> _WORK INSTRUCTIONS_
Restate all data exactly. No images.

> _DATA_

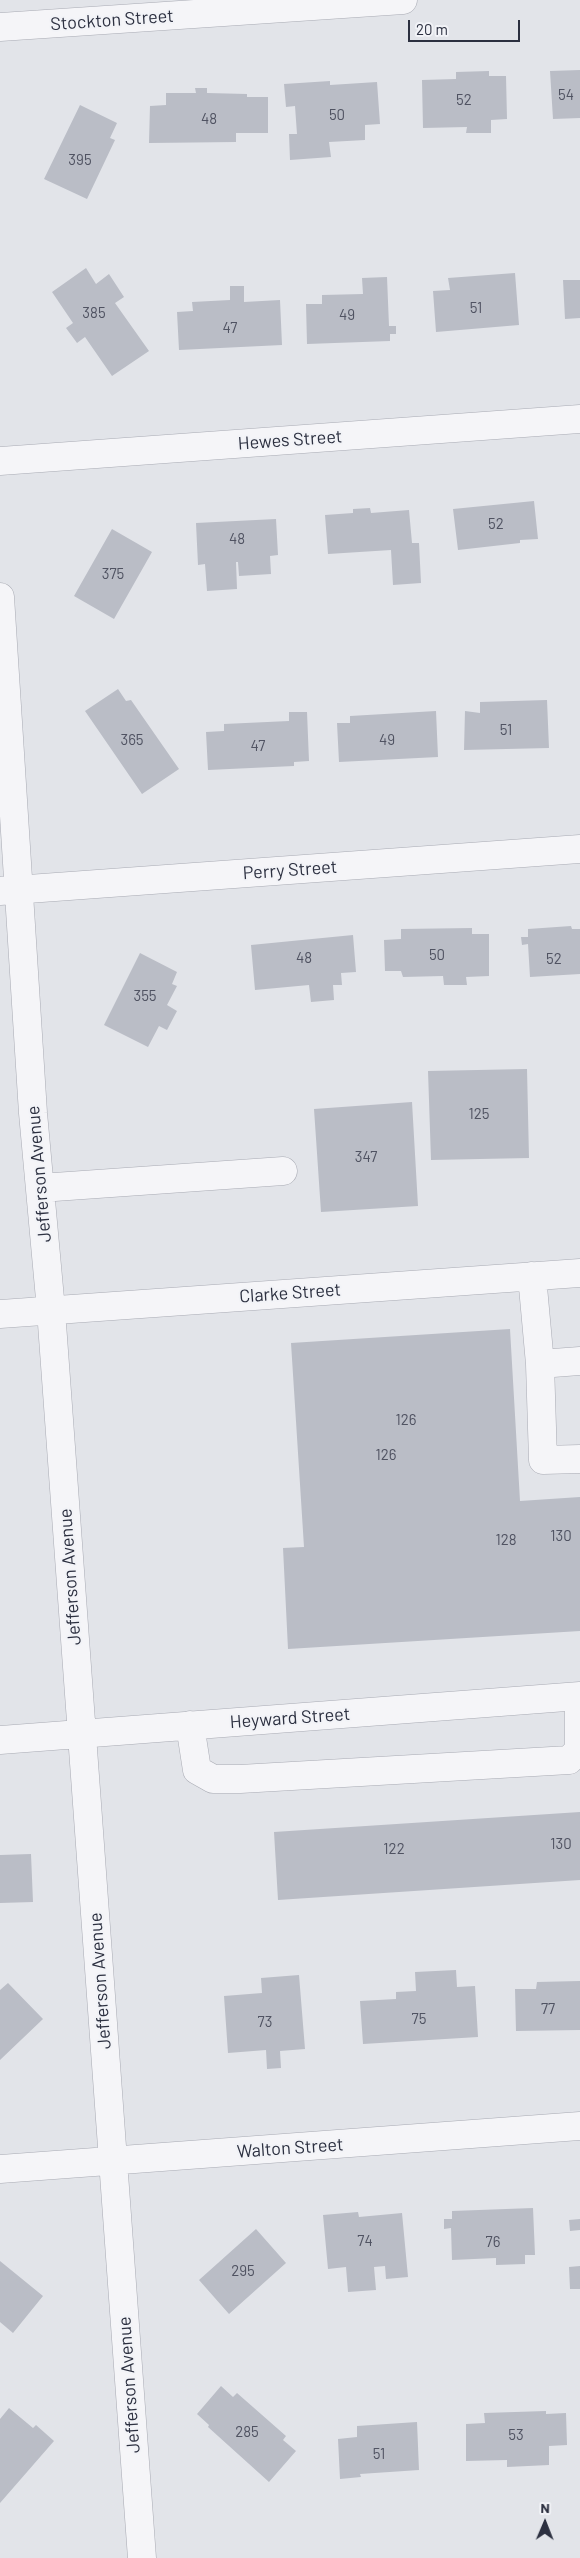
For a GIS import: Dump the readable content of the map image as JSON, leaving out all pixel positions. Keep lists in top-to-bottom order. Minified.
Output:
{"streets":{"street":["Stockton Street","Hewes Street","Perry Street","Jefferson Avenue","Clarke Street","Heyward Street","Walton Street"]},"crossings":[["Perry Street","Jefferson Avenue"],["Jefferson Avenue","Clarke Street"],["Jefferson Avenue","Heyward Street"],["Jefferson Avenue","Walton Street"]],"house_numbers":["54","52","50","48","395","51","385","49","47","52","48","375","51","365","49","47","50","48","52","355","125","347","126","126","130","128","130","122","77","75","73","74","76","295","285","53","51"],"scale_bar":"20 m","north":"top"}
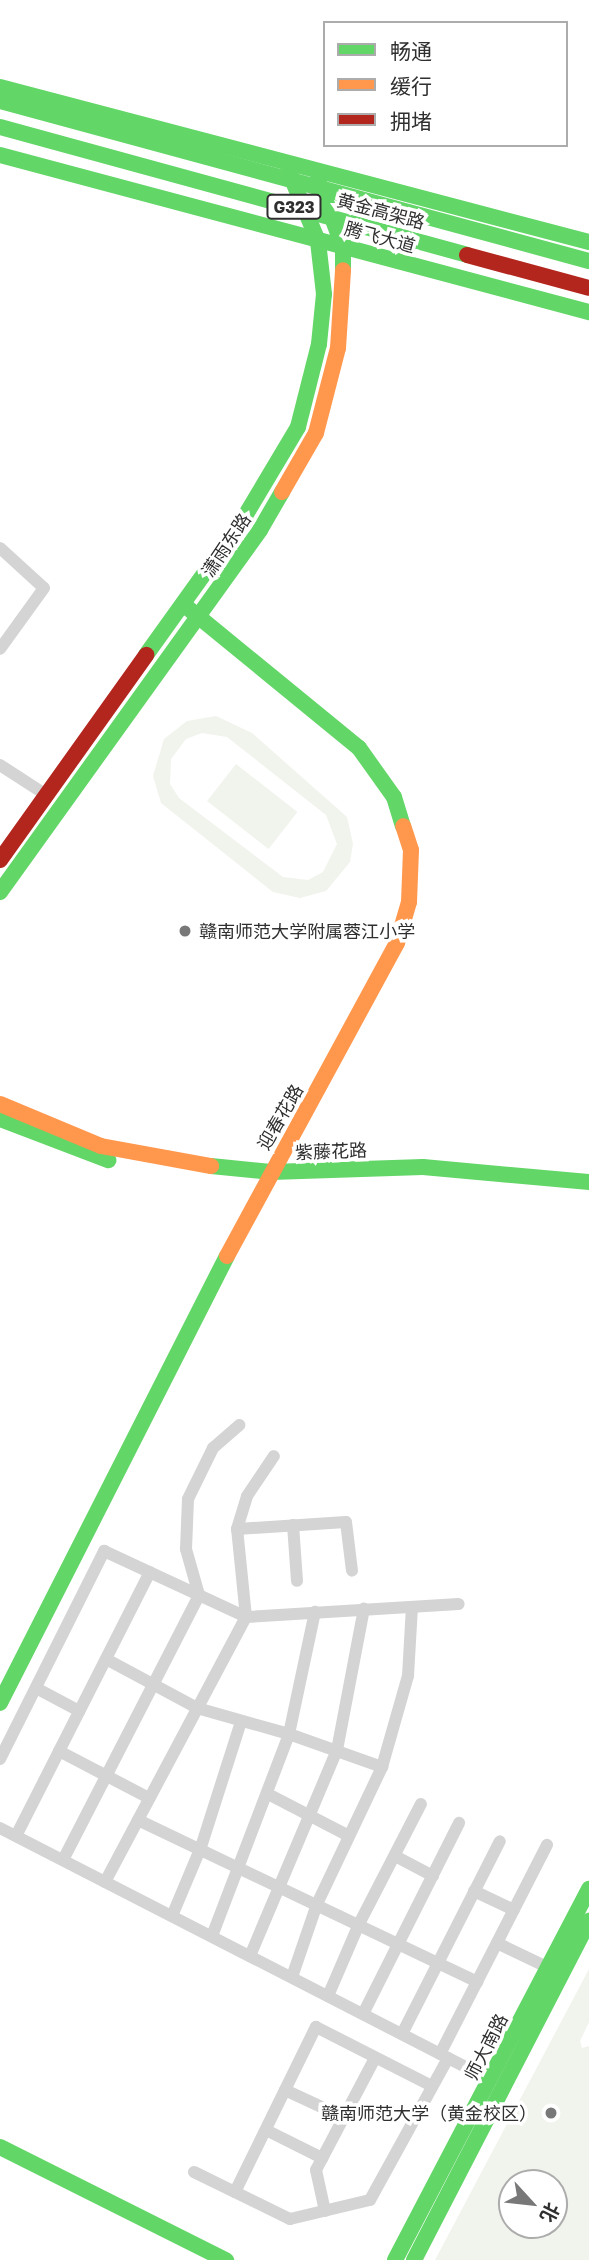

> _REPLY TO THE EXERCISE_
For a GIS import: Dump the readable content of the map image as JSON, leaving out all pixel positions. Keep lists in top-to-bottom order. Minified.
Output:
{"streets":{"street":["Stockton Street","Hewes Street","Perry Street","Jefferson Avenue","Clarke Street","Heyward Street","Walton Street"]},"crossings":[["Perry Street","Jefferson Avenue"],["Jefferson Avenue","Clarke Street"],["Jefferson Avenue","Heyward Street"],["Jefferson Avenue","Walton Street"]],"house_numbers":["54","52","50","48","395","51","385","49","47","52","48","375","51","365","49","47","50","48","52","355","125","347","126","126","130","128","130","122","77","75","73","74","76","295","285","53","51"],"scale_bar":"20 m","north":"top"}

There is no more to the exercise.